Both must work with a single function: compose(f)(x) returns f(x).

Result-aware composition behaviour: if the intermediate value is an Ok, unwrap it before passing to the next function. If it is an Err, short-circuit.

R3 - `parse_json(raw)` and `parse_csv_line(raw)`

parse_json(raw: str) -> Result: parses a JSON string. Returns Ok(dict) on success, Err("parse error: ...") on failure.
parse_csv_line(raw: str, headers: list[str]) -> Result: splits a CSV line and maps fields to headers. Returns Ok(dict) on success, Err(...) if field count does not match header count.
Both are pure functions - no side effects, no global state.

Use functools.singledispatch to implement a unified parse function that dispatches on input type:

parse(str_input) → attempts JSON parse
parse(bytes_input) → decodes bytes to str, then parses as JSON
parse(dict_input) → returns Ok(dict_input) directly (already parsed)

R4 - Schema validation

validate_schema(schema: dict) -> Callable: returns a function that validates a dict against a schema. The schema maps field names to types: {"email": str, "age": int, "name": str}.
The returned function takes a dict and returns Ok(dict) if all required fields are present and have the correct types. Returns Err("validation error: ...") otherwise.
This is a higher-order function - validate_schema is a function that returns a function, suitable for use in compose.

R5 - Transformation functions

All transformation functions must be pure - no mutation of the input, no side effects, no global reads.
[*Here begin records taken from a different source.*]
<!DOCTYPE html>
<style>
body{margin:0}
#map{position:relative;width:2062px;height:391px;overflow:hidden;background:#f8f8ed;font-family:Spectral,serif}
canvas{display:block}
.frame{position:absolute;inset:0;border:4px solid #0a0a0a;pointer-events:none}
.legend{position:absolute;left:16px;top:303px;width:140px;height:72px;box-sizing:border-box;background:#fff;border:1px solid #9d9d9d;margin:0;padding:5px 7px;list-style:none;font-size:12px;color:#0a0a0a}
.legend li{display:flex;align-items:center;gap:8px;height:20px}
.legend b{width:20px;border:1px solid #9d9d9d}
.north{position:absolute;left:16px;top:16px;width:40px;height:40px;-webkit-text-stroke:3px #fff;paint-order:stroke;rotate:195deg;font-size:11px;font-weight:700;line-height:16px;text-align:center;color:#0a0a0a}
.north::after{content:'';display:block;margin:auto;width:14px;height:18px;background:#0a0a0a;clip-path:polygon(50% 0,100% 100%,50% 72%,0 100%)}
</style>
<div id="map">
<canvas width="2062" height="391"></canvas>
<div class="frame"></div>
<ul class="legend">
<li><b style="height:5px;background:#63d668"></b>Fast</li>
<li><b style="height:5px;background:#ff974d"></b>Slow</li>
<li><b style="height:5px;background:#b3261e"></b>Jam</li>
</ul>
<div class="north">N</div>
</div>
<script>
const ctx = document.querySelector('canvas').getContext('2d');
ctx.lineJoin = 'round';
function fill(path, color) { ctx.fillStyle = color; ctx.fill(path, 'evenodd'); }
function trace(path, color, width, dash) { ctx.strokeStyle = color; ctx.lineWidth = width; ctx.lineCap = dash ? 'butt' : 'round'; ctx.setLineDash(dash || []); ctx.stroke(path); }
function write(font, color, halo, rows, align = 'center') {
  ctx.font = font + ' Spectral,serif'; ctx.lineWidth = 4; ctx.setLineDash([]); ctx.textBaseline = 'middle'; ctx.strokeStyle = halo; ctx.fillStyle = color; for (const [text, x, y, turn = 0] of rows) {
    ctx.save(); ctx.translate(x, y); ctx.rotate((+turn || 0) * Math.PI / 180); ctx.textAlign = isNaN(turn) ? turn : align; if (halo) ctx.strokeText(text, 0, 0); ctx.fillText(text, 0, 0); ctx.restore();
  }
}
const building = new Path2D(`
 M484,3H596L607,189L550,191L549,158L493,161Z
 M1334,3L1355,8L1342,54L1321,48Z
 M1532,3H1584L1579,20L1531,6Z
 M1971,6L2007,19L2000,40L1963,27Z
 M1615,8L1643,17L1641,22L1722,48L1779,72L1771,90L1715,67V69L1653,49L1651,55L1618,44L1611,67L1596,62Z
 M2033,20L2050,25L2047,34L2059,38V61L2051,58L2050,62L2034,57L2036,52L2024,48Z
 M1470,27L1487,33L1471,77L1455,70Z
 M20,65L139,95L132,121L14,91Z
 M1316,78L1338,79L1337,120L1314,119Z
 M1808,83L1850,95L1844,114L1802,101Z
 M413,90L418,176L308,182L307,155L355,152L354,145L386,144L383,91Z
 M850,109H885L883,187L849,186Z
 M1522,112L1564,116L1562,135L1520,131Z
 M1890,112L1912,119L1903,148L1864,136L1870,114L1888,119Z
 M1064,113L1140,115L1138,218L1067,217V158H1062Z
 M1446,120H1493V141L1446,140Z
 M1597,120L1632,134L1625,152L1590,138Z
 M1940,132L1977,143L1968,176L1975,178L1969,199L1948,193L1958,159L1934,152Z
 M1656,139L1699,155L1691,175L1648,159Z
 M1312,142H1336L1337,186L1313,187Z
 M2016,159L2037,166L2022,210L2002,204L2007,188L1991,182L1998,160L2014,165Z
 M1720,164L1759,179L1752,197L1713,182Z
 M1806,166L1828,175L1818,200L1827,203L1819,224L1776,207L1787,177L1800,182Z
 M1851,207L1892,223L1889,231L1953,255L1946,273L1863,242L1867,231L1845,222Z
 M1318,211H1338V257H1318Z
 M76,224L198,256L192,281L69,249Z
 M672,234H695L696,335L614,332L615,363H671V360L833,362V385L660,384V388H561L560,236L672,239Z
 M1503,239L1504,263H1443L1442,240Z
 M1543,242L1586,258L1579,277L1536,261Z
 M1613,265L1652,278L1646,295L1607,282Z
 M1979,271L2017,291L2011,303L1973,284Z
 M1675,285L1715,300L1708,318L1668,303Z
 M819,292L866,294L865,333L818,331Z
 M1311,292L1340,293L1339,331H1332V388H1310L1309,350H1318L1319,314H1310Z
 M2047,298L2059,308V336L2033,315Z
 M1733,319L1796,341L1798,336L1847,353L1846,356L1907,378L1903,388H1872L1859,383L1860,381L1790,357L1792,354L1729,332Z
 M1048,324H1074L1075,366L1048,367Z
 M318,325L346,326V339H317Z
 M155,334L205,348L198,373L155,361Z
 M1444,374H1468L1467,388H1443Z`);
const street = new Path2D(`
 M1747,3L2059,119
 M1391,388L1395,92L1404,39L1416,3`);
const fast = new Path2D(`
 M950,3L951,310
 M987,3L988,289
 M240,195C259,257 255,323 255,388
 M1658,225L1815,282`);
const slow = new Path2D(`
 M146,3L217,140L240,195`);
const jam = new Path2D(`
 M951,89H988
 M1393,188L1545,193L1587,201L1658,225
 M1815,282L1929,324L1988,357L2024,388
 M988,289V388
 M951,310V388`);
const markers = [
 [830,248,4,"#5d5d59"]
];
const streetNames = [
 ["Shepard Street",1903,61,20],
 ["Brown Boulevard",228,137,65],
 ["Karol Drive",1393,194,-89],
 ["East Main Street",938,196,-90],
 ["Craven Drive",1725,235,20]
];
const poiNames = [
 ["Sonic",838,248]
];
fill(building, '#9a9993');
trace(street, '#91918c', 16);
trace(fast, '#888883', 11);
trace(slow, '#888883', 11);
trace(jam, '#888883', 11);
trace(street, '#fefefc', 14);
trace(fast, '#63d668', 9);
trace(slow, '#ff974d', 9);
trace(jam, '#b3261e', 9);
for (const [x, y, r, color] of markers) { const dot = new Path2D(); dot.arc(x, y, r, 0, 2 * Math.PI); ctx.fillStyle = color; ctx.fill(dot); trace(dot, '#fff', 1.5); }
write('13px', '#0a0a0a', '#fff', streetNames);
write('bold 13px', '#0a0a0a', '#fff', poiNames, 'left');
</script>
normalize_email(record: dict) -> dict: returns a new dict with record["email"] lowercased and stripped of whitespace. Does not modify the input dict - returns {**record, "email": cleaned}.
hash_password(record: dict) -> dict: if record contains a "password" key, returns a new dict with the password replaced by its SHA-256 hex digest. Use hashlib.sha256. Does not modify the input.
add_timestamps(record: dict) -> dict: returns a new dict with "created_at" set to a fixed sentinel string "1970-01-01T00:00:00Z". The timestamp is fixed (not datetime.now()) because a function that calls datetime.now() is not pure - it returns different values on different calls. Document this tradeoff in a comment.
transform(*fns) -> Callable: returns a function that applies all fns in sequence to a dict. Each function takes and returns a dict. Equivalent to pipe(*fns) but specifically for dict-to-dict transformations.

R6 - Enrichment

enrich(record: dict, lookup_table: dict) -> dict: looks up record.get("country_code") in lookup_table and adds a "country_name" field to the record. If the code is not found, sets "country_name" to "Unknown". Pure - returns a new dict.
partial(enrich, lookup_table=country_codes) produces an enrichment function ready for use in a pipeline without the caller needing to pass lookup_table each time.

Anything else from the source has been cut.